Keto Lemon Bars are a delightful sugar-free recipe with a wonderful balanced sweet and tangy flavor. You’ll love the bright yellow color, the melt-in-your-mouth shortbread almond crust, and the lusciously thick lemon filling.
Preheat the oven to 350F / 180C. Line an 8X8 baking glass pan with parchment paper and set aside.
Make the crust: In a large bowl, using an electric mixer or a food processor, combine the crust ingredients: almond flour, melted butter, erythritol, vanilla extract, and salt.
Firmly press the thick dough into the prepared pan, making sure the crust is evenly distributed. Bake for about 15-20 minutes or until the edges are lightly golden brown.

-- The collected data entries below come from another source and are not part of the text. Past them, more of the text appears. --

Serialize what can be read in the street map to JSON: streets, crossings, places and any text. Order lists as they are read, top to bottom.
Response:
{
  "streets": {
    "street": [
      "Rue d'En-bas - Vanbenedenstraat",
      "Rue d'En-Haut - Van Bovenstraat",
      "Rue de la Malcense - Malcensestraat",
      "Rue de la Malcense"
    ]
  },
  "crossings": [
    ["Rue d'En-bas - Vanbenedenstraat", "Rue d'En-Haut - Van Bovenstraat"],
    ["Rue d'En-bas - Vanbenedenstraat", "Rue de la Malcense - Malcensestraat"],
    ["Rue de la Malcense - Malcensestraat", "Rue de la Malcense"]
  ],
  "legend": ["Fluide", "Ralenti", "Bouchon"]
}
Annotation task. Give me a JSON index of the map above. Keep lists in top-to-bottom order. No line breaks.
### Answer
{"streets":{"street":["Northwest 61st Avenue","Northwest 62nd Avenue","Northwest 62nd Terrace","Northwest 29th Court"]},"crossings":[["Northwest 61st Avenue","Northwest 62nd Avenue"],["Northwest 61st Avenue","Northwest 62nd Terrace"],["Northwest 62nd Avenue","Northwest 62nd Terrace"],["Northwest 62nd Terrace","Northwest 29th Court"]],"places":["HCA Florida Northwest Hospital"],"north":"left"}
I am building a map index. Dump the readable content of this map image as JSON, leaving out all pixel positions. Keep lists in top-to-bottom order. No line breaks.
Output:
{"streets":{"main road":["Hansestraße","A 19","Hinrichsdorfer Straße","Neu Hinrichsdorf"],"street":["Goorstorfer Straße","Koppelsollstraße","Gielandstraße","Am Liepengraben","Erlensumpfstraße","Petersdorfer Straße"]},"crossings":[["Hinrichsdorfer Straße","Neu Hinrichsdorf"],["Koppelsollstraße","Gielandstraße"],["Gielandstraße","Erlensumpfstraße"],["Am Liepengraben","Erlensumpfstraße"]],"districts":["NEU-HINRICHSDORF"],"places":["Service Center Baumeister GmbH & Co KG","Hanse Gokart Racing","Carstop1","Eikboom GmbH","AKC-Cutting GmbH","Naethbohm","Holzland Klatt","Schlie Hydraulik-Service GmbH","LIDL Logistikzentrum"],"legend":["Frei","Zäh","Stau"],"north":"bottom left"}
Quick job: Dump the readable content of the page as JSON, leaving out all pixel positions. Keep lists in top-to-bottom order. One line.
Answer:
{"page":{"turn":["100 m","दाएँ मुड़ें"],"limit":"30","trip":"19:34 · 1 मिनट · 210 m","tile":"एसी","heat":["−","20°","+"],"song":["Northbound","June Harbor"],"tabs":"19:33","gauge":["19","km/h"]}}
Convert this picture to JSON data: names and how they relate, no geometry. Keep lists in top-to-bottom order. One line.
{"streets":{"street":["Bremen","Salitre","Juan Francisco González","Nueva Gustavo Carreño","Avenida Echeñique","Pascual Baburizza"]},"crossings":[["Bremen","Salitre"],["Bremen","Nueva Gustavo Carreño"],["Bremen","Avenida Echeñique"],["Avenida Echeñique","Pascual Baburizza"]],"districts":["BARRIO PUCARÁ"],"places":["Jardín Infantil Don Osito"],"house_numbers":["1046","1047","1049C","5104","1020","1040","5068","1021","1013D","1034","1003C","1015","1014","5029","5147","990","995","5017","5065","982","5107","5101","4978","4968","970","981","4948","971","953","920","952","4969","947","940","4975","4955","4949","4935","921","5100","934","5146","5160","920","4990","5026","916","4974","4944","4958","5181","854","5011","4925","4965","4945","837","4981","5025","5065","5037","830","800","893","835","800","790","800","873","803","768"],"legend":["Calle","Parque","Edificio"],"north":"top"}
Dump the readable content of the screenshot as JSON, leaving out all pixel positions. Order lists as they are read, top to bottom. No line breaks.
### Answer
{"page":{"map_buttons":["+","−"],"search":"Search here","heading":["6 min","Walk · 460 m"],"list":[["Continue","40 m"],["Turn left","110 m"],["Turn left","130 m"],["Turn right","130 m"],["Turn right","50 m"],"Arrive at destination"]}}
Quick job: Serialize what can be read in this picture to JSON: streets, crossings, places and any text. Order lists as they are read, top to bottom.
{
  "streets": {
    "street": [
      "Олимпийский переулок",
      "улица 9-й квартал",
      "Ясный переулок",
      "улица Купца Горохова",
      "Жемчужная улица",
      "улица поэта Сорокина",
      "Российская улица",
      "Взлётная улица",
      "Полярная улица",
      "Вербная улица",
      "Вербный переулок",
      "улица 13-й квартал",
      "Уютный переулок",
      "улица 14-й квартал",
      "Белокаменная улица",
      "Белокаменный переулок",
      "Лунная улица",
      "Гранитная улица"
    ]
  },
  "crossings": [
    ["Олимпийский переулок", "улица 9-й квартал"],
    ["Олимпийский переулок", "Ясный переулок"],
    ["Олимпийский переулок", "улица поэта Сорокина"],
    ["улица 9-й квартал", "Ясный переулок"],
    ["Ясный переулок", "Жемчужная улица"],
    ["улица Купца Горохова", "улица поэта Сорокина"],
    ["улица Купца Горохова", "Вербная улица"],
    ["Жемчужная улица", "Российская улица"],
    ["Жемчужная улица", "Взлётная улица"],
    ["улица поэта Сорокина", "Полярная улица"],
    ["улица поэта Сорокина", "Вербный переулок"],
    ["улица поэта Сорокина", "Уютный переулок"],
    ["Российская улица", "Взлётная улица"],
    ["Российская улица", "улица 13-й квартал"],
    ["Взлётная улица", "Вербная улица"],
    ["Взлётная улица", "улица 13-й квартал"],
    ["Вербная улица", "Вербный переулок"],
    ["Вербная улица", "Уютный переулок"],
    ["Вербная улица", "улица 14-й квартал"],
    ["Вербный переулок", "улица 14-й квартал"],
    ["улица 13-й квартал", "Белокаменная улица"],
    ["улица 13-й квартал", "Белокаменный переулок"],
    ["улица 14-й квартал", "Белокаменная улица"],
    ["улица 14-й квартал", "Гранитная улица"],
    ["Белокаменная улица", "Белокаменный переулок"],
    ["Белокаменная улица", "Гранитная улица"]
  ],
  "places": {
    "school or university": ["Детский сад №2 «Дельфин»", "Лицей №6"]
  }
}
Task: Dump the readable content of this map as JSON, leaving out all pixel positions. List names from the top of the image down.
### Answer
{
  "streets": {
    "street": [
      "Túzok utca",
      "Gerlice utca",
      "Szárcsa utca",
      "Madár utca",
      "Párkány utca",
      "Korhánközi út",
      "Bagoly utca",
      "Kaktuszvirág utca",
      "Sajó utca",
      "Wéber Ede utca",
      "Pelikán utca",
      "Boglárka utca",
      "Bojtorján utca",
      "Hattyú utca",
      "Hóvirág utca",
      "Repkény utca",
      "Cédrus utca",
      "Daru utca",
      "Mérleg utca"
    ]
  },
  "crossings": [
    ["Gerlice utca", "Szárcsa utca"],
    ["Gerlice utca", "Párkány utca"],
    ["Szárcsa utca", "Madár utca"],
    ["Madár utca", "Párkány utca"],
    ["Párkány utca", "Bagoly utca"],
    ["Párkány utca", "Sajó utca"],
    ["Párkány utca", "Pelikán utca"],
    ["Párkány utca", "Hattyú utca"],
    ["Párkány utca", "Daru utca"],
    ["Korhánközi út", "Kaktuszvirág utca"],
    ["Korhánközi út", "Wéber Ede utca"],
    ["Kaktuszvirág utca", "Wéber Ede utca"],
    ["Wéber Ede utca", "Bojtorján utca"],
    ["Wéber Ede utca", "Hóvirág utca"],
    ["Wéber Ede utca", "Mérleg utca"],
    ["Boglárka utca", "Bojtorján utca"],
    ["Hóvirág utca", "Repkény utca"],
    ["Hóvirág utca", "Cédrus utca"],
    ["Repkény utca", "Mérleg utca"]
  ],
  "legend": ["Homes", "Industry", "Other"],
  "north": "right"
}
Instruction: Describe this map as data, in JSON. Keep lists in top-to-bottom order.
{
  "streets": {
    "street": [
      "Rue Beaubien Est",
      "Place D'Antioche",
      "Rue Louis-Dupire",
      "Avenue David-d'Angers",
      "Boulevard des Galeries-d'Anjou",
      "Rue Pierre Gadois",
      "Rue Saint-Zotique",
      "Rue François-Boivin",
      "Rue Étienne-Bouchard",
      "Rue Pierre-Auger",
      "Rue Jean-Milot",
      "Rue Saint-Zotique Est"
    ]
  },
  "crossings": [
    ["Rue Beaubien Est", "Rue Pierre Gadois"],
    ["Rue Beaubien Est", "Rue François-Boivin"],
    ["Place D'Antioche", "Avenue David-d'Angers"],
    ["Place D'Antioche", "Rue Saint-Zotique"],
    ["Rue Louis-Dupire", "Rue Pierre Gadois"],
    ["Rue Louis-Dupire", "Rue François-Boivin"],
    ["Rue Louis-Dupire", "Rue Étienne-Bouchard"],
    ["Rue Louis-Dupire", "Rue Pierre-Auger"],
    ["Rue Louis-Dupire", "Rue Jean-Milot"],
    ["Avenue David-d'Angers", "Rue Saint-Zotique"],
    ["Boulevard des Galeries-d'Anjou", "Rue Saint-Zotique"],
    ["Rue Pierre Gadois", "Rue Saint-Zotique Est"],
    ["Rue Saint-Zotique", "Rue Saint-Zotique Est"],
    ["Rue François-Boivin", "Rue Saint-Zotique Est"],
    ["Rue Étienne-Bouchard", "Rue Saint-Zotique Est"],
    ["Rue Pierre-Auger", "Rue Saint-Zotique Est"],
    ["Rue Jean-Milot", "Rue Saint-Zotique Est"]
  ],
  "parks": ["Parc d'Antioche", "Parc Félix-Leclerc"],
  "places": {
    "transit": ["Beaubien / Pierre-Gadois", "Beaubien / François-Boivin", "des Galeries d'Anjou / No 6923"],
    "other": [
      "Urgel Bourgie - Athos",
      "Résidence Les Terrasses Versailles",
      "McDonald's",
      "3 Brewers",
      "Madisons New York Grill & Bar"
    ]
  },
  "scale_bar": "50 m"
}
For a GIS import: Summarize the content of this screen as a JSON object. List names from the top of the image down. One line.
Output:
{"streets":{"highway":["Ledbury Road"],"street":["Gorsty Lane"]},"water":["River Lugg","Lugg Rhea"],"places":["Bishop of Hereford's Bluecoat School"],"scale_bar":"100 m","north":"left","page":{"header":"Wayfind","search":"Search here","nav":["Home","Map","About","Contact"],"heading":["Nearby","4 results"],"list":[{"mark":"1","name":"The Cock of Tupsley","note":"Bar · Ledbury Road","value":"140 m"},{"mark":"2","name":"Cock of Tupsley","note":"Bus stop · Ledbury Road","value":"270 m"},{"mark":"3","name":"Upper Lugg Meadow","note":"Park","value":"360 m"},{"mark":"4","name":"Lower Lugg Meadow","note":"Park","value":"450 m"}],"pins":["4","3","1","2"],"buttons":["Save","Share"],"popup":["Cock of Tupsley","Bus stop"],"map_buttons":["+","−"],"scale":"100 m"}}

Prepare the lemon filling: Sift the powdered sweetener, almond flour in a large bowl. Juice the lemons and add them to the bowl.
Over the lemon juice, add the room temperature eggs, lemon zest and whisk until well combined.
Pour the lemon filling over the warm crust. Bake for 22-25 minutes or until the filling looks set. Remove lemon bars from the oven and allow them to completely cool down at room temperature, then stick in the refrigerator for at least 2 hours before serving.
Use a sharp knife to cut them into squares. Enjoy!
How to store lemon bars? Store the leftover keto lemon bars in an airtight container for up to one week.Don’t use a hand mixer because overmixing the ingredients because they will crack when baked.